Младшая дочка сначала возгордилась, представив, как ей будут завидовать соседские девчонки, когда узнают, что ее, четырехлетнюю, считают достаточно взрослой, чтобы оставлять одну на хозяйстве, но тут она увидела, как малышня гурьбой потянулась в сторону леса, и загрустила. Ее осенила замечательная мысль перепоручить почетную обязанность кому-нибудь еще, но вот беда, больше детей у Панаса Залесского не было, и передать скалку было некому. Она попыталась всучить своеобразный жезл власти пятнистой кошке Муське, но ловкая охотница на мышей широкого жеста не оценила. Пушистая любимица восприняла скалку в руках девчушки как кару за украденные на днях сливки и с громким мявом кинулась под печку. Сколько Ареска ни выманивала кошку посулами мяса и сыра, в ответ та только шипела, сверкала янтарными глазами и ни за что ни соглашалась вылезти наружу. В сердцах девочка топнула маленькой ножкой, пухлые губки задрожали от обиды. Она хотела было разрыдаться, но тут ее взгляд упал на стопку ароматных, поджаристых блинов, щедро сдобренных сливочным маслом, и мисочку густой сметаны. Взгляд Арески из трагического сразу стал хитрым и довольным. Вдоволь наесться блинами с пылу с жару, щедро намазывая их сметаной, показалось очень хорошей идеей. Пусть полный желудок не компенсировал ее отсутствие на поляне, но как утешение вполне годился.
Валсидал как раз пытался прикопать безвольное тело молодой ведьмы в прошлогодней листве — в идеале будущего упыря нужно было предать земле, дабы никто не нарушил процесса его перерождения, но вампир не мог вырыть достаточно глубокую яму и решил подойти к процессу новаторски. И тут он услышал, что к поляне приближается целая толпа народу.
— Вот гадство! — зашипел он, вспомнив бодро бегущую в сторону деревни селянку. — Растрепала-таки. Ну почему женщины такие болтушки?

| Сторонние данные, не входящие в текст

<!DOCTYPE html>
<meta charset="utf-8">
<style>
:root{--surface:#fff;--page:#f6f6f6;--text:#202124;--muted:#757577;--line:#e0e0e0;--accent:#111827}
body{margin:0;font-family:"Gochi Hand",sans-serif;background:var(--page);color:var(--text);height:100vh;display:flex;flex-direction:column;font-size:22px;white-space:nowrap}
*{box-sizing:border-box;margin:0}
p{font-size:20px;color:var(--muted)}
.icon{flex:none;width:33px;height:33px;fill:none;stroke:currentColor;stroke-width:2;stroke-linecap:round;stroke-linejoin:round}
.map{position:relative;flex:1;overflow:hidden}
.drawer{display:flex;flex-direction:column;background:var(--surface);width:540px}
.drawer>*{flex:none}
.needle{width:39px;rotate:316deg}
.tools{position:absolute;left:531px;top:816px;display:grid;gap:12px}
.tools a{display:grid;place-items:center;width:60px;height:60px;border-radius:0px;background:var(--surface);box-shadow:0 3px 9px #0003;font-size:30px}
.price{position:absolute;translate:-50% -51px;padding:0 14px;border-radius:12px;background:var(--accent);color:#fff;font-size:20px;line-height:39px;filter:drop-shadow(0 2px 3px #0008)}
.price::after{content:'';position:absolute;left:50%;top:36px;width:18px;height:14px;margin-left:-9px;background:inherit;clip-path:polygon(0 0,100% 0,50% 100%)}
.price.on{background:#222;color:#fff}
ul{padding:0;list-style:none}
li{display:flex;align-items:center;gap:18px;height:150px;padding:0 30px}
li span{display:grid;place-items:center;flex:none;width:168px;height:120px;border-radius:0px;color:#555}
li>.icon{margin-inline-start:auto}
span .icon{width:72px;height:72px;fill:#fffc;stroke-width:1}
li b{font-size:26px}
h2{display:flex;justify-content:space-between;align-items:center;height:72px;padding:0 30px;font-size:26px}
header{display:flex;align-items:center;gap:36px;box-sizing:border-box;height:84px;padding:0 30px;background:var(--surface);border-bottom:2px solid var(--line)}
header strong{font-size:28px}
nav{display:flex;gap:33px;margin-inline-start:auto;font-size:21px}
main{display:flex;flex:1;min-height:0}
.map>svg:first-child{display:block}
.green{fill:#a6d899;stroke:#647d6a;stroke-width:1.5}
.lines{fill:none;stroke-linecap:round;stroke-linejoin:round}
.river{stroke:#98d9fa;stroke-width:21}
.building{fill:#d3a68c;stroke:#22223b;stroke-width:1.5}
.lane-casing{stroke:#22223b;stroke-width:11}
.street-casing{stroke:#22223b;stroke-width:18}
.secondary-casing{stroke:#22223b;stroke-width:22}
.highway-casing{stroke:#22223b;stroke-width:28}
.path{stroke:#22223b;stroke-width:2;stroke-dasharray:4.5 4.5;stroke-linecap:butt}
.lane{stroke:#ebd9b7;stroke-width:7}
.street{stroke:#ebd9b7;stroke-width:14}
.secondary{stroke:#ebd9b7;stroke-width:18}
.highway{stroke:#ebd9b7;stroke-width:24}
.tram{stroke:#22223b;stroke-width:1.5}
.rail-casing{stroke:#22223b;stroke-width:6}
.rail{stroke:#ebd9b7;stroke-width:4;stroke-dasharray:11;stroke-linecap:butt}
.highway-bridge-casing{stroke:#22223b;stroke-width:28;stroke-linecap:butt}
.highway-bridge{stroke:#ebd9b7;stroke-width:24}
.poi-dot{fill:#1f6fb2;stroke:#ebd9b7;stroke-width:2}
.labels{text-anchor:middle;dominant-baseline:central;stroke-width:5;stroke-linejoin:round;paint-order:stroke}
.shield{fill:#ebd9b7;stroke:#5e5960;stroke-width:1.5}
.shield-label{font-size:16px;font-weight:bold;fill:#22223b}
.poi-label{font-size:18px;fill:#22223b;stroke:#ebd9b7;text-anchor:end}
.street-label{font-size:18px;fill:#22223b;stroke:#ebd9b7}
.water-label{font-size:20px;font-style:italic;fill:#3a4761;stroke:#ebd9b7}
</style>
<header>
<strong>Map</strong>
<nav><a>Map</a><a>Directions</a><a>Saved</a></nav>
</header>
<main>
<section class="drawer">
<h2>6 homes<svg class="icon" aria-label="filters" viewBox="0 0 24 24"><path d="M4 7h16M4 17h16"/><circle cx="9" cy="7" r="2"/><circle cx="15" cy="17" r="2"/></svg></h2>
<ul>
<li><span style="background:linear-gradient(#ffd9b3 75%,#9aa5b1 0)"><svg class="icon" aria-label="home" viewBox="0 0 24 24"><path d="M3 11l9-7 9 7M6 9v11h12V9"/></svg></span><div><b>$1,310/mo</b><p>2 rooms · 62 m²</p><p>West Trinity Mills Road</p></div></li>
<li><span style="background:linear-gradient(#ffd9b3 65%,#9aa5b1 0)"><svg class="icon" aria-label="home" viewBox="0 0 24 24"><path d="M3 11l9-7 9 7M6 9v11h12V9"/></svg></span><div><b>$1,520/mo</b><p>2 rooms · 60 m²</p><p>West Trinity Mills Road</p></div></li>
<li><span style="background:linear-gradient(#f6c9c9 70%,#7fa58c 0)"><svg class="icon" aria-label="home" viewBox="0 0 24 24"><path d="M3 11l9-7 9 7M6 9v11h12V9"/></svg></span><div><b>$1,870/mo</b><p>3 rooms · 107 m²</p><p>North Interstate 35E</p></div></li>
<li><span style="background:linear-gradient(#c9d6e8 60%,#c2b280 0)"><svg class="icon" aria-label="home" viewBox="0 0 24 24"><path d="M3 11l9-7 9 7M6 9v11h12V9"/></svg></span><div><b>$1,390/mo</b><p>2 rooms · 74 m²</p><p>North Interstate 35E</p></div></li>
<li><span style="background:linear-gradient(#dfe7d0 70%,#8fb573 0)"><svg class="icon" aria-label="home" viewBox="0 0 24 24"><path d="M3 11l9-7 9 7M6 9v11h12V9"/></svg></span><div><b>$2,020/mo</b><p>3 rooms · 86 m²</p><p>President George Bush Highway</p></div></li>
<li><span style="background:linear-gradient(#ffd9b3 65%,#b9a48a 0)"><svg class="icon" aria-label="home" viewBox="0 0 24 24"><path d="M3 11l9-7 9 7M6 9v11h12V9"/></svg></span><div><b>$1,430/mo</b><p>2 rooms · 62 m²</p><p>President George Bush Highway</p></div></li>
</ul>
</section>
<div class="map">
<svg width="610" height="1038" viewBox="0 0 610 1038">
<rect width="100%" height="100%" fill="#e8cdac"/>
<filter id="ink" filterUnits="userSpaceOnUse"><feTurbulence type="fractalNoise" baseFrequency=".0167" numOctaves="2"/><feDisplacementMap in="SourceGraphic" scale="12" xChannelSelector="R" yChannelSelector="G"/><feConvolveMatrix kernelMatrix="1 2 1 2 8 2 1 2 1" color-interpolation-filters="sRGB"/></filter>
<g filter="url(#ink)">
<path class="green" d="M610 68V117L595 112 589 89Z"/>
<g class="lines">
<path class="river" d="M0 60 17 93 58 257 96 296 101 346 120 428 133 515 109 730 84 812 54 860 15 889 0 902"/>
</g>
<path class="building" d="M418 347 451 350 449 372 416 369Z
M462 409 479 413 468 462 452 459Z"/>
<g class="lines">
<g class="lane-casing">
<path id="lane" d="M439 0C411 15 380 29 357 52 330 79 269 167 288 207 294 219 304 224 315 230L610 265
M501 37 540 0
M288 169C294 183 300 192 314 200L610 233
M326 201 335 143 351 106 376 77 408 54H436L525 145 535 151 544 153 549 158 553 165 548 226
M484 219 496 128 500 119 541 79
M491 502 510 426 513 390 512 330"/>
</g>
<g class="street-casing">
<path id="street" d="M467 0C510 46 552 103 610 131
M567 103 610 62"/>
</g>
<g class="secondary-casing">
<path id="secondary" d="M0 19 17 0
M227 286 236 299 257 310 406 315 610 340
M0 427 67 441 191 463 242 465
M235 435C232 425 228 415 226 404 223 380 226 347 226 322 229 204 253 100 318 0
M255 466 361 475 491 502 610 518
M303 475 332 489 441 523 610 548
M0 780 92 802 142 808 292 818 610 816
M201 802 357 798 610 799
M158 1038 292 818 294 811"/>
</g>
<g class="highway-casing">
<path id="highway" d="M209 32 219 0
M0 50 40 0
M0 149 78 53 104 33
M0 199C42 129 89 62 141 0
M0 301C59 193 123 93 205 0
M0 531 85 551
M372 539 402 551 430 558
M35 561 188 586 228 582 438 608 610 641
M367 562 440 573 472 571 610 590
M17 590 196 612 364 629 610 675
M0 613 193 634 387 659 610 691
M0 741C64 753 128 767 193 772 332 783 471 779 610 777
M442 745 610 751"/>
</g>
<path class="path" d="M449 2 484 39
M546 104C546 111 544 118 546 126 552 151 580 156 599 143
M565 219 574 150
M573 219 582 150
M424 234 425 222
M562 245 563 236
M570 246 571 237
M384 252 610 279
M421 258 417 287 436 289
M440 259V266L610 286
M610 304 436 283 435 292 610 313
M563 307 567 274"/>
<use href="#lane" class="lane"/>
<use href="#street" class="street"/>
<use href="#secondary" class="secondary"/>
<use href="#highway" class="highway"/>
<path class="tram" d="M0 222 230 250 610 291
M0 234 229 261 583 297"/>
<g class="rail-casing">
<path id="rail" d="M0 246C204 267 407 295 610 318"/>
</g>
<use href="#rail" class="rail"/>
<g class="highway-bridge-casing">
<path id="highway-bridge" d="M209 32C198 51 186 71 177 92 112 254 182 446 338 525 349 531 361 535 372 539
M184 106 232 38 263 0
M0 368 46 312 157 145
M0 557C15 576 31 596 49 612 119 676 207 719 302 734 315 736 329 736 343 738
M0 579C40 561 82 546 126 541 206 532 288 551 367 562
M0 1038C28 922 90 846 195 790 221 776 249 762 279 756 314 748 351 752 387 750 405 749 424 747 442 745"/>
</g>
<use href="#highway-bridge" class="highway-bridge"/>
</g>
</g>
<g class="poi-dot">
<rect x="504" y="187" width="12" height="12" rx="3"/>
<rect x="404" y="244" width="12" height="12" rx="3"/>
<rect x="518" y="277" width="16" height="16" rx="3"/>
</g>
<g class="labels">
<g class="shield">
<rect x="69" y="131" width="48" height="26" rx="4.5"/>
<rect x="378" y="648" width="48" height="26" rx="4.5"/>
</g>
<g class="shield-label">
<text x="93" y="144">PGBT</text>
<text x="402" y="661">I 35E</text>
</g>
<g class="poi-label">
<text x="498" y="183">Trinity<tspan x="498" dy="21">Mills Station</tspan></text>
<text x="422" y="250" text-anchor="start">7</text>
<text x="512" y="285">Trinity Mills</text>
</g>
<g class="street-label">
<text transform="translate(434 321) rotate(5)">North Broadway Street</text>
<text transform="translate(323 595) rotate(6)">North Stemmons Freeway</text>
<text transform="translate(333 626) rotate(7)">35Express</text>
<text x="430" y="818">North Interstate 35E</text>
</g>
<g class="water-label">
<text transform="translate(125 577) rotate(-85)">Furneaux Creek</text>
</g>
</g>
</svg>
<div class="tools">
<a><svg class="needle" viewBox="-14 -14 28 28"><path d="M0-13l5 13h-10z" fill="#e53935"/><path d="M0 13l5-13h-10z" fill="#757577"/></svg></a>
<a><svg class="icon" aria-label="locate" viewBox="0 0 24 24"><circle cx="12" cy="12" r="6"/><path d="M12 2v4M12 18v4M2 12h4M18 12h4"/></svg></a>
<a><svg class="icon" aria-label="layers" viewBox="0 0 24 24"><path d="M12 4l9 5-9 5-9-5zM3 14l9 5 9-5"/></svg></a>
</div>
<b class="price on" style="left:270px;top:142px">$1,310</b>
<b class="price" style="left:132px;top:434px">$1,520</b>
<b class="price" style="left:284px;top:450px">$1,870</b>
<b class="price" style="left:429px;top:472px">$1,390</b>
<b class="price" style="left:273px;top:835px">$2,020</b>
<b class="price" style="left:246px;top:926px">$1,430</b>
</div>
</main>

Он с сожалением кинул взгляд на еще видное из-под листвы тело. Нет, утащить не удастся. Слишком уж он слаб. Самому бы убраться подобру-поздорову. А жаль. Алукард вздохнул и бесшумно удалился с поляны. И вовремя. Из-за деревьев вывалилась целая толпа хренодерчан.
Первыми, разумеется, показались хренодерские бабы, причем даже преклонные года не послужили препятствием для явки. Не на всякое гулянье являются с таким энтузиазмом и практически в полном составе. Следом не без опаски вышли мужики, готовые в случае чего занять оборону. Мало ли что обнаружит слабый пол на поляне и в каких грехах потом обвинят их, мужчин. Ведьма, она ведьма и есть. В чем ее ни обвиняй, а спросу никакого. Следом шествовали подростки, с видом кошек, гуляющих сами по себе; как бы мимо проходили, заглянули случайно. Самые маленькие, кто не держался за юбки матерей, осторожно выглядывали из-за деревьев — не дай всевышний, взрослые увидят, они могут и домой отослать.
Рыжая Алкефа со свойственной ей горячностью в лицах разыграла всю сцену встречи с «ведьминым хахалем» у порога Светлолики. Параскева прошла сквозь женский строй как нож сквозь масло, спокойно отодвинула распалившуюся сельчанку и твердой рукой постучала в дверь. В ответ на стук жалобно заблеяла коза, но ведьма не отозвалась.
Тут на сцену вышел Панас Залесский, решивший помочь супруге достучаться до непонятно чем занятой в такой ответственный для всего села момент ведьмы. Если бы Лика точно была дома, она не просто открыла бы дверь, но и с удовольствием спустила бы всех с крыльца. Но девушка благополучно лежала неподалеку, никем не замеченная, и ничего такого не слышала. Зато изба, сложенная из местного дерева, не пожелала терпеть произвол, крепкие кулаки сельчан грозили если не выбить дверь целиком, то как минимум сломать несколько досок. Она оскалилась деревянными кольями-клыками и издала такой мощный рык, что голова со своей супругой слетели с порога и упали в объятия друг друга прямо в кучу листвы неподалеку под дружное фырканье сельчан. Смеяться открыто никто не рискнул, какой ни на есть, а голова.